*Task data*.
++++
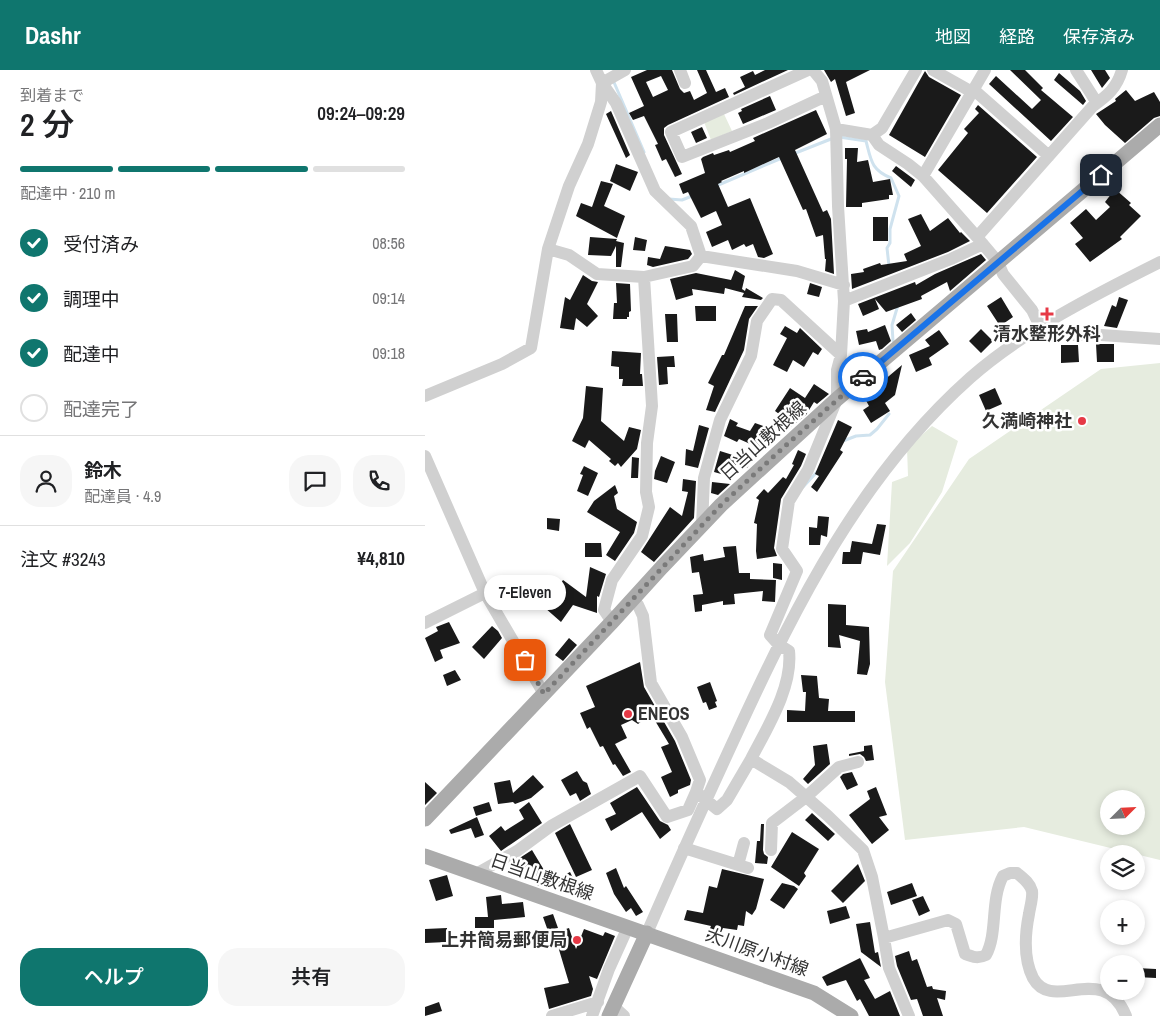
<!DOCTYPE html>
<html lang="ja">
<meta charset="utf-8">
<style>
body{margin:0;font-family:"Archivo Narrow","Noto Sans JP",sans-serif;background:#f6f6f6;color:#202124;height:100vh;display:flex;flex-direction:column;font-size:19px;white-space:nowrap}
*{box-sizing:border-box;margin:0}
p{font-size:16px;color:#757577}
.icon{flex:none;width:28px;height:28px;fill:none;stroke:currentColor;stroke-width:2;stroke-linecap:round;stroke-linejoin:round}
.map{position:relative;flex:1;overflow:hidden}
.sheet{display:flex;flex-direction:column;background:#fff;width:425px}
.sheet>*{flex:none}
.needle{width:32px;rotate:66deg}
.controls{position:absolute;left:675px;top:720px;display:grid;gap:10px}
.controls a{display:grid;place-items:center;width:45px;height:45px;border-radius:50%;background:#fff;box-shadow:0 2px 8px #0003;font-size:25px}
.pin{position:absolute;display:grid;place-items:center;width:42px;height:42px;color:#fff;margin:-21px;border-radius:10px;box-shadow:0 2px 8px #0006}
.courier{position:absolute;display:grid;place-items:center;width:50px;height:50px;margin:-25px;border:4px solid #1a73e8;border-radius:50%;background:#fff;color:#222;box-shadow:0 1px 6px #0007}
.bubble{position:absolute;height:35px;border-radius:18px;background:#fff;box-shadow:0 2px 8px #0003;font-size:16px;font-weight:600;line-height:35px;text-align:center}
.overview em{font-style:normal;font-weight:600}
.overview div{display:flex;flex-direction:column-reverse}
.overview{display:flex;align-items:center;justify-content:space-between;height:85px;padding:0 20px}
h1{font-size:32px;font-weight:600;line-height:38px}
.bar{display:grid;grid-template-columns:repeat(4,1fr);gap:8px 5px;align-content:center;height:60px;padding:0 20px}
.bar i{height:6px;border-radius:4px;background:#e0e0e0}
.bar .on{background:#0f766e}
.bar p{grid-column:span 4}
.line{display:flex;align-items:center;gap:12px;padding:0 20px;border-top:1px solid #e0e0e0}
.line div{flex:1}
.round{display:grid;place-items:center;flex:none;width:52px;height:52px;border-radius:20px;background:#f6f6f6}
ol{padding:0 20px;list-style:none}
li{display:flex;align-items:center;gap:15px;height:55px}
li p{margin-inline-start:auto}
li .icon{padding:5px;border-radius:50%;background:#0f766e;color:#fff;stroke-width:4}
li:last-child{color:#757577}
li i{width:28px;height:28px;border:2px solid #e0e0e0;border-radius:50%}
.cta{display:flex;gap:10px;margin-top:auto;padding:10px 20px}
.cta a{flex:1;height:58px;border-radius:20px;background:#0f766e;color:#fff;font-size:20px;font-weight:600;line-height:58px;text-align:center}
.cta a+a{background:#f6f6f6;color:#202124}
header{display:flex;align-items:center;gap:30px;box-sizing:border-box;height:70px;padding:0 25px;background:#0f766e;color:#fff}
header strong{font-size:24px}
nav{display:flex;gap:28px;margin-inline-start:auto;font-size:18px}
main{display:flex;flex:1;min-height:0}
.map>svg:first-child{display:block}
.green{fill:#e6ecdf;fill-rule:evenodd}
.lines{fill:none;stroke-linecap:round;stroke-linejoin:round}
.stream{stroke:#cfe2ee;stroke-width:3}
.building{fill:#1a1a1a;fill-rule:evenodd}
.minor{stroke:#d0d0d0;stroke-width:12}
.major{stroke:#ababab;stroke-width:15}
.done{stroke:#7a7a7a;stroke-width:5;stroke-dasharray:0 9}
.route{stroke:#1a73e8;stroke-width:6}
.poi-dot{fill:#e63946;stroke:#fff;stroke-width:2}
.labels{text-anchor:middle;stroke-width:5;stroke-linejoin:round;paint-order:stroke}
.poi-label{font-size:18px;font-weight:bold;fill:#333;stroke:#fff;text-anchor:end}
.street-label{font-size:18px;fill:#333;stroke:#fff}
</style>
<header>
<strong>Dashr</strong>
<nav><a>地図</a><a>経路</a><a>保存済み</a></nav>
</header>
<main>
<section class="sheet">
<div class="overview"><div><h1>2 分</h1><p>到着まで</p></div><em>09:24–09:29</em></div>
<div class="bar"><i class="on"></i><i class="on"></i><i class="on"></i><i></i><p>配達中 · 210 m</p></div>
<ol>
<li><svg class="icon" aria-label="check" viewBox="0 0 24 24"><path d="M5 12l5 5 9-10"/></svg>受付済み<p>08:56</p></li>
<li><svg class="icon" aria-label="check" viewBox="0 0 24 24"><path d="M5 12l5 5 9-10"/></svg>調理中<p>09:14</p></li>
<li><svg class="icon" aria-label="check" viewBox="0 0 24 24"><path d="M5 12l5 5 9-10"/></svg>配達中<p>09:18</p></li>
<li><i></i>配達完了</li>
</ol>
<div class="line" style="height:90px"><a class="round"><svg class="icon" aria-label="person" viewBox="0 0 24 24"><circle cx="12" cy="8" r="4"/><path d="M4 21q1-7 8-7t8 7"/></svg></a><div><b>鈴木</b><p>配達員 · 4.9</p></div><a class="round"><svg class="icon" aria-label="chat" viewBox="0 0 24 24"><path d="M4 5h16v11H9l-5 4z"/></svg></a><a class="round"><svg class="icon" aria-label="phone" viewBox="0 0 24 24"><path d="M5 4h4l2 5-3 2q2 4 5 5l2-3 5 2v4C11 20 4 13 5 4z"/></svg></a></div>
<div class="line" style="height:65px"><div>注文 #3243</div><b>¥4,810</b></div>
<div class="cta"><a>ヘルプ</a><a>共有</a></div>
</section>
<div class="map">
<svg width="735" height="946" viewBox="0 0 735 946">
<rect width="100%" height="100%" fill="#fff"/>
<path class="green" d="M299,44L307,61L286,70L279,52Z
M735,293V790L599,757L480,770L460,612L468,501L544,389L676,299ZM684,729H711V756H684Z
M507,356L533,371L517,422L485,473L462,496L467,412L483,406L482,378Z"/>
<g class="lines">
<path class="stream" d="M188,10L219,82
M414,67L441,71C446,90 446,100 466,108L474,126L465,159V173L462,178L464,196
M368,84L406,69
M291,116L357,88
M244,129L257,130L267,126
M468,271L467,255L473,235
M418,371L431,366L445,365L452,359L464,344
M378,417L392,402"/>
</g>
<path class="building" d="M222,0H247L255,19L259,23L265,21L269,30L282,23L272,0H281L291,22L300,18L304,27L243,55L239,58V65L257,104L250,107L241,89L237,91L230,75L233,74L219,46L208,50L204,43L219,36L206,7ZM236,6L243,20L228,27L221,12Z
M340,0H363L309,25L308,23L320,17L315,7L328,1L330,5Z
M399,0H445L421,12L430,43L421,46L410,9L406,12Z
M585,0H600L618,18L616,20L648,47L626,71L564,14L571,6L607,39L616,30Z
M666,0H680L685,8L677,18Z
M500,1L504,7L536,25L500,87L464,65Z
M634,3L655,21L661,31L658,35L629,10Z
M701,20L710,31L729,22L735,32V46L729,48L700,73L680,55L671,44L691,31L690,29Z
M345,26L351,40L318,54L313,43L317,41L316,39Z
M553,35L612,87L562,143L513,100L543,63L539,59L554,43L550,39Z
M391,40L402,64L370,80L398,142L402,140L406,149L409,204L400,201L401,189H400L398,165L391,167L381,139L378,140L354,87L319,103V101L296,111L297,112L293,114L303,137L325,128L348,184L339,188L333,187L328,174L321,177L319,174L307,180L303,170L287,177L281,162L297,155L291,141L276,148L263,122L258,124L254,114L280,103L276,89L278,87L288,83L289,85L304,80L305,82L330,71L328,68Z
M186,41L205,85L201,88L181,44Z
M277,57L282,68L271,73L266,62Z
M420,78H433L432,92L443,90L448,112L465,109L468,125H464V129L437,133V137H421L422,89H420Z
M191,94L213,102L205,121L185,111Z
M471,96L490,110L486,117L467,101Z
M176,111L188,114L179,136L200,146L192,168L151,146L156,133L167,137Z
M690,119L706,133L704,135L716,146L695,167L697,169L665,192L650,174L658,168L645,153L661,139L671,150L685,137L680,132Z
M496,144L505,161L523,148L535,163L536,162L545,171L523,182L427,219L426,204L439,202L438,199L455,193L456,195L482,191L479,184L496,176L483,149Z
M448,147H463V171H448Z
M165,167L192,169L191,171L199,173L196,197H191V176L186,186L163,185Z
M210,167L222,170L220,181L208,180Z
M240,176L265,180L267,184L263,189L228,197L222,195L223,187L235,189Z
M556,184L561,190L525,221L522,212L496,226L497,229L461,242L450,229L454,239L438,246L433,234L490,212L491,215L510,204Z
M310,200L320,206L317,219L320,221L321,218L338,228L336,230L317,227L319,223L300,218L299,224L267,219L268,225L251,230L245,209L271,203L306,210Z
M158,205L167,211L173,212L162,234L173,246L162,257L151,248L149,260L135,258L140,227L145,230Z
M191,213L205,214L206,241L204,242V247H202V249H188L189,233H192Z
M385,213L397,217L394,227L382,224Z
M576,227L588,247L575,256L562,236Z
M694,227L703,230L692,258L679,256L687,235L691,237Z
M270,236H291V251H271Z
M320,236H333L324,249L319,280L290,342L281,340L289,316L283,313L297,285H299Z
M486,243L491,250L477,262L471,255Z
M240,244H252L253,272H242Z
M460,255L466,271L457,279L454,280L451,271L434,275L431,261L442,259L443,262Z
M360,256L372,263L375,258L397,279L393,285L388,282L379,297L368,290L362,302L348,295L362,268L355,264Z
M556,259L568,271L556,283L544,271Z
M514,260L524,274L504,288L507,295L491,302L484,285L505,276L500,270Z
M671,274H689V292H672Z
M636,275H653L654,292L636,293Z
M187,281L216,283L215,304H217L218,316H197L198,309H194V297L186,296Z
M249,286L250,297H242L243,314L234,315L232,287Z
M477,295L470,325L460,333L465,341L446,353L438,340L444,336L438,325L451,317Z
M389,314L404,324L392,334L389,332L381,345L371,353L369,352L366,357L355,350L357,346L350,341L365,318L380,328Z
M161,316L178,318L176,351L199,371L204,357L216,360L212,379L196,397L193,393L190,396L184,391L186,389L164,370L160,378L147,371L158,348Z
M570,318L577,334L561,341L554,325Z
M305,349L313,353L311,356L325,361L330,353L349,360L339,380L314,369L312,372L299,366Z
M413,350L427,357L415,380L418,382L392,422L386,417L394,406L390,404Z
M274,355L284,358L273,398L260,395L261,379L268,381Z
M373,380L381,384L376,396L356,429L349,478L352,486L332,489L331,481L332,454L329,453L334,430L331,428L339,419L343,423L358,407L361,409L369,395L367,394Z
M295,381L327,391L322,398L311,394L307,407L289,402Z
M236,386L250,392L242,413L229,409L230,401Z
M207,387L214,388L213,408H206Z
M159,396L173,403L163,426L152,421L158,405L155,404Z
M258,409L271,411L269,448L229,492L216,482L245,437L257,446L263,422L257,421Z
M287,412L305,414L293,425L286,423Z
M190,415L193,423L189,426L192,439L212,452L209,463L190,491L181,485L195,462L162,442L169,431Z
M393,446L404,447L402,467L396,465L395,475H384V457L392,458Z
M122,448L135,449L134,461L122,459Z
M452,454L461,455L455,485L438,482L436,494H417L418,482H425L427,471L447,474Z
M160,473H176L177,487H160Z
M311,476L314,503H325V509L351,510L350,532L337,531L338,521L309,524L310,534L298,535V531L277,535V541L270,542L268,525L278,524L274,502L267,503L265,487L278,484L279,491L300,487L298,477Z
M348,493L357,494V510L348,508Z
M165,497L181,504L174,527L172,526V543L148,535L136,552L103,523L114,509L130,522L138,510L161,527Z
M82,518L98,529L93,537L77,526Z
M403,534L421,535V555L444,557L445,594L442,605L432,604L435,571L414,565L416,578L403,577Z
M24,552L35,573L15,580L18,588L10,592L0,568L13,561L11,557Z
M67,556L73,561L77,568L59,589L47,577Z
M144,568L152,575L138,591L130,585Z
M215,592L219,617L250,671L266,710L265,715L253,720V723L245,727L236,707L247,702L236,677L244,674L226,644L213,654L207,650L196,655L202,668L190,674L206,702L198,706L190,694L188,695L178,676L175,677L165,657L162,659L155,643L170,637L161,616Z
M30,600L36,610L22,616L18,605Z
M376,605L392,606L394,628L404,629L403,641H430V652H362V640L380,641L381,622H378Z
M285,612L292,631L290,632L292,637L284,640L281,632L278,633L272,617Z
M402,674L405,694L383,714L378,709L390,695L388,676Z
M447,675L449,690L441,691L439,687L435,684L424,686V684L439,681V676Z
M152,701L158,711L162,713L166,724L155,731L151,723L145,726L136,710Z
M427,702L433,715L422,720L415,707L418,704Z
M108,705L119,717L106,728L90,734L88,732L73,734L69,713L85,710L88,723Z
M0,712L12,723L0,735Z
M212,717L235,751L243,755L246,760L235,769L217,742L186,761L180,749L191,744L185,733Z
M451,717L462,745L454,747L464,760L447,774L424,745L445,729L442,721Z
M64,732L67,741L51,746L48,737Z
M104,732L117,753L76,781L64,766L76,756L80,761L99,749L94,740Z
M387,743L410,764L403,771L380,750Z
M52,747L59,765L50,768L46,758L26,764L24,760Z
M145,754L167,800L151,807L130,763Z
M336,754H339L338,780L339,784L343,787L342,794L330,793L332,771H335Z
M367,762L394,779L379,803L381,806L374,816L346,797Z
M107,780L125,810L113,816L104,800L102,801L98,794L91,798L87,793Z
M433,794L440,811L418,833L406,821Z
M191,798L199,818L201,816L218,842L211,846L206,838L201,842L189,824L181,803Z
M297,799L339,809L331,839L327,845L321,841L319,856L313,855L312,860L298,858L291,874L280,870L286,856L259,850L262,840L278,843L284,816L292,818Z
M145,802L154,820L144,825L139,815L132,819L128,811Z
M22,805L28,826L11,831L4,810Z
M357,813L369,816L373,819L359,839L345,830Z
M487,813L492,826L466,835L462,822Z
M76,825L77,834L98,832L100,847L69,850V858H50V847H63L61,827Z
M498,826L505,841L494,846L487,830Z
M421,836L425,848L405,854L402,841Z
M128,844L133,858L123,861L118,847Z
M445,852L450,883L453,882L456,897L436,882L431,854Z
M22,858V872L0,873V859Z
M144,858L151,879L159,859L178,866L180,862L190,866L172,909L164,906L168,919L166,926L124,939L119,918L144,913L129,863Z
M484,881L487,891L492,889L502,917L507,916L508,919L521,921L520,930L512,928L518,946H498L492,929L486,930L472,896L470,886Z
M435,888L445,908L439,910L450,929L465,921L475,946H444L435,929L432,931L421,910L402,916L397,907Z
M711,898L731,899V908L711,907Z
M14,932L17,941L0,946V937Z"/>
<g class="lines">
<path class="minor" d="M171,0L177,13L191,33L230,121L266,156L276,186
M255,0L260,13
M383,0L246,62L257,87L343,53L401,26
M388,0L397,11L411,59L413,136L419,231L416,285L412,300V329L383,400L364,431L357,479L372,501L345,565L353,574L364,581C368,617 342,658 326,689L364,712L403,746L438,780L447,807L459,868L464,898L484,946
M508,0L547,22
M651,0L672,33
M177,13L200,0
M549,20L624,86
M411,59L447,65L457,58L491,0
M447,65L454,75L483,94L498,106L552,167L573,192L578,204L607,240L619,265H676L735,269
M498,106L560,0
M552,167L668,36C682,26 692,18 697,0
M123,179L144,185L172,204L219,207L268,196L276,186L372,201L419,215
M419,231L526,189L558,174
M0,326L77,294L106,278L123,179L144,116L163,74L176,32L177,13
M0,386L60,523L119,624
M277,456L279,408L295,350L326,286L332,251L347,229L356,230L416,285
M208,530L213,535L218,546L226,613L257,667L275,710L271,722
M187,552L179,540L187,510L217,466L224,437L221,422L222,373L227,336L219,207
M0,553L60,523
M259,778L323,798
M346,780L347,753L381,727L414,697L433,692
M313,795L319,773
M51,804L92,781L126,756L215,706L242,747L263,740L271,722L292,739L302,730L326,689
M222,863C251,796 281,730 312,663C372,533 436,405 545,308C598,261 671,224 735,192
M459,868L523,850L531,854L540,884C548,887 553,889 561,885C573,863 565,830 578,806L585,803H592C598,808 605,813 607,821C608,828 605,837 604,844C600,864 598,888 608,908C628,944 678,890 701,946
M188,936L199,946
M127,946L173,932
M167,946L184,899L203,857"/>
<path class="major" d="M0,749L187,552L237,497L296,435L412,329L735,55
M0,786L389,923L426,946
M184,946L222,863"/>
</g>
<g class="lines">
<path class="done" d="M100,590L119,624L296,435L360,376L438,307"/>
<path class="route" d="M438,307L676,105"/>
</g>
<g class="poi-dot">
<path d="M619.5 236.5h5v5h5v5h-5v5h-5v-5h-5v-5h5z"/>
<circle cx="657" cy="351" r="5"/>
<circle cx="203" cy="644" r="5"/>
<circle cx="152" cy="870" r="5"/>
</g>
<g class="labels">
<g class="poi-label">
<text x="622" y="270" text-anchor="middle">清水整形外科</text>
<text x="647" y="357">久満崎神社</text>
<text x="213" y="650" text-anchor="start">ENEOS</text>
<text x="142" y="876">上井簡易郵便局</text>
</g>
<g class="street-label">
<text transform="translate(338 371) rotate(-42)" y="6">日当山敷根線</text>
<text transform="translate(117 807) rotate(19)" y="6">日当山敷根線</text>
<text transform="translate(332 882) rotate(20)" y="6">大川原小村線</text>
</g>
</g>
</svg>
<div class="controls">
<a><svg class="needle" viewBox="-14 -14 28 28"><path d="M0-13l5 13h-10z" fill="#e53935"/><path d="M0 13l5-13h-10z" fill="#757577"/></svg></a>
<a><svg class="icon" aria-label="layers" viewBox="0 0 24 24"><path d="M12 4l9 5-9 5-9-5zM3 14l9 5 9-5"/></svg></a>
<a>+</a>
<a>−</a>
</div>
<div class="pin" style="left:100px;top:590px;background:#ea580c"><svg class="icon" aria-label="bag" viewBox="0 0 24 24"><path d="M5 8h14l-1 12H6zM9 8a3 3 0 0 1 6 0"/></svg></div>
<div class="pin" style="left:676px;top:105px;background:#1f2937"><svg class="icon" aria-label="home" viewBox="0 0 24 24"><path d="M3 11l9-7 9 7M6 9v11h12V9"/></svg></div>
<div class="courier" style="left:438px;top:307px"><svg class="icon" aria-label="car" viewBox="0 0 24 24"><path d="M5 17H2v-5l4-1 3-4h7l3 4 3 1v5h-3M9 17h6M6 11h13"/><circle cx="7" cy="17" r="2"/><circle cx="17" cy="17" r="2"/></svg></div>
<div class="bubble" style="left:59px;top:505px;width:82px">7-Eleven</div>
</div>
</main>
++++
*About this exercise*.
From the entries above, show each line that includes the string "linecap".

*Answer to the exercise*.
.icon{flex:none;width:28px;height:28px;fill:none;stroke:currentColor;stroke-width:2;stroke-linecap:round;stroke-linejoin:round}
.lines{fill:none;stroke-linecap:round;stroke-linejoin:round}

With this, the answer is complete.